According to the mythology the temple was first constructed by a king called Shveta Varman. This king was healed of leprosy by bathing in the sacred pond in the Tillai forest and witnessed the Cosmic Dance. The first gilding of the roof of the Cit Sabha and the instituting of the temple and the formal worship of the Nataraja are all attributed to this King.

The first historical references can be found in the Skanda Purana, especially in the Suta Samhita part. Here Shanmukha, the six-faced son of Shiva and Parvati, is described as worshipping his parents in Chidambaram, before going to do battle with a demon called Surapadma. This text can be dated to the second century BCE.

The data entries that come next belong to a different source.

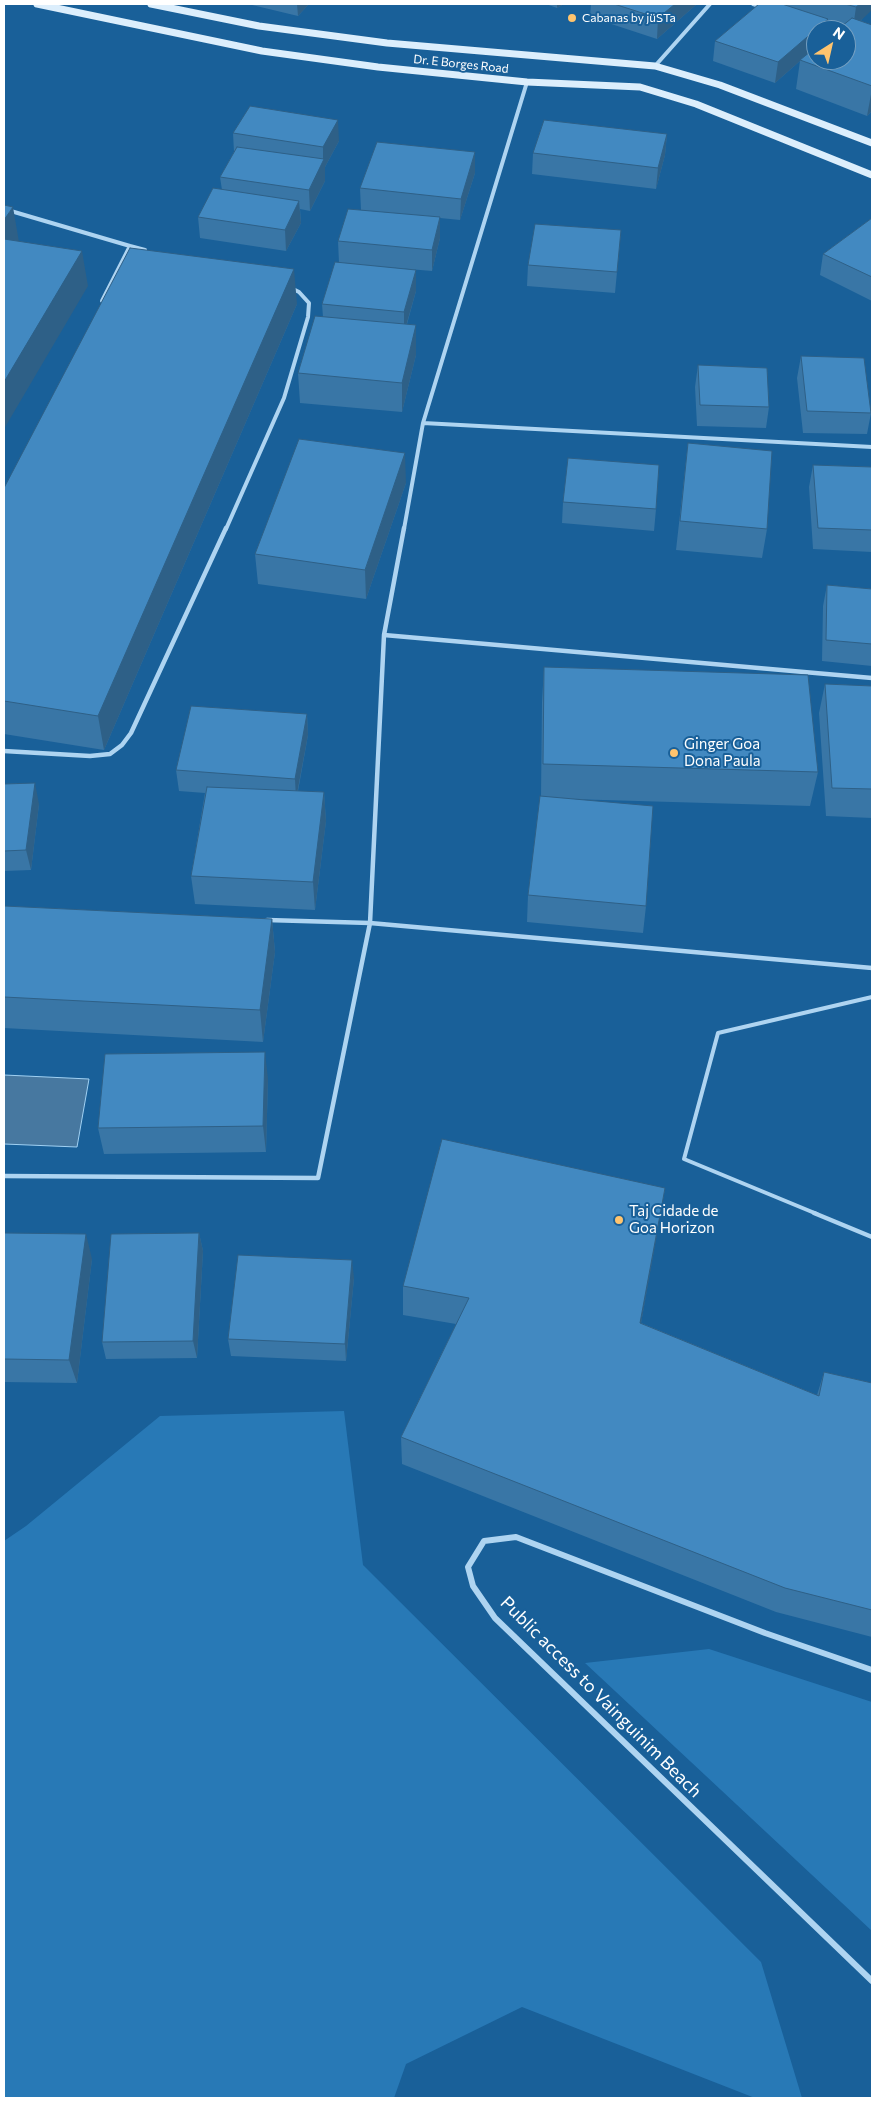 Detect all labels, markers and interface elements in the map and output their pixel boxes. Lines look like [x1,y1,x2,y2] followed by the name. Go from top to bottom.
[582,11,676,25] place label: Cabanas by jüSTa
[566,12,578,24] marker: Cabanas by jüSTa
[806,20,856,70] north arrow
[830,23,848,43] text: N
[413,52,509,76] street label: Dr. E Borges Road
[684,735,761,770] place label: Ginger Goa Dona Paula
[668,747,680,759] marker: Ginger Goa Dona Paula
[629,1202,719,1237] place label: Taj Cidade de Goa Horizon
[613,1214,625,1226] marker: Taj Cidade de Goa Horizon
[496,1592,706,1802] street label: Public access to Vainguinim Beach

The Cit Sabha, Shiva’s dance and Chidambaram are also prominently mentioned in the Tirumantiram of Tirumular, an important religious and philosophical text in ancient Tamil, dating from the beginning of the Christian era. A few centuries later the temple and its Lord are often mentioned by poets of the Tevaram, especially Appar and Sambandar (7th century) and by Manikavasakar (8th century).

The first historical kings to claim having gilded the roof of the Cit Sabha are the Chola Aditya I (871-907) and his son Parantaka I (907-955). By this time the temple had already become important. The place where kings were crowned, and where they came
to worship and receive counsel. How the gilding of the roof was done is a knowledge that was sadly lost with time. But it is without doubt one of the great technical achievements of ancient times.

Immediately in front of the Cit Sabha is the Kanaka Sabha, or golden hall. Its roof is made of copper, although Kanaka means gold. This is the gold of spiritual treasure: to experience Shiva’s dance from so near.

In this Sabha are most of the daily rituals of worship for Nataraja performed. The Yagna of the morning rituals. The rituals with lamps and ritual objects. And the abhishekam of the Crystal Linga and Ruby Nataraja. The public can enter certain areas of the
Kanaka Sabha for worship of the Nataraja and the Akasha Linga at specified hours of the day.

It is a controversy whether this Sabha was originally constructed together with the Cit Sabha, or some time later.

The Nritta Sabha is the shrine in the form of a ratha or chariot, pulled by two stone horses. It is situated opposite the Cit Sabha, in the third courtyard. It is the place of the dance contest between Nataraja and the goddess Kali.

Shiva conquered the goddess, who would not calm down after she destroyed a powerful demon, by lifting his right leg straight up towards the sky. This dance is called the Urdhva Tandava. Then and there Kali suddenly remembered who she really was, the peaceful Parvati, consort of Shiva, and she was able to leave her furious mood and returned to her peaceful self. This scene is depicted in the sanctum inside the Sabha. We see Shiva performing his Urdhva Tandava, his leg lifted straight above his head, Kali calmed down in one corner, both accompanied by Vishnu playing the talam, the
instrument which is used to accompany dance.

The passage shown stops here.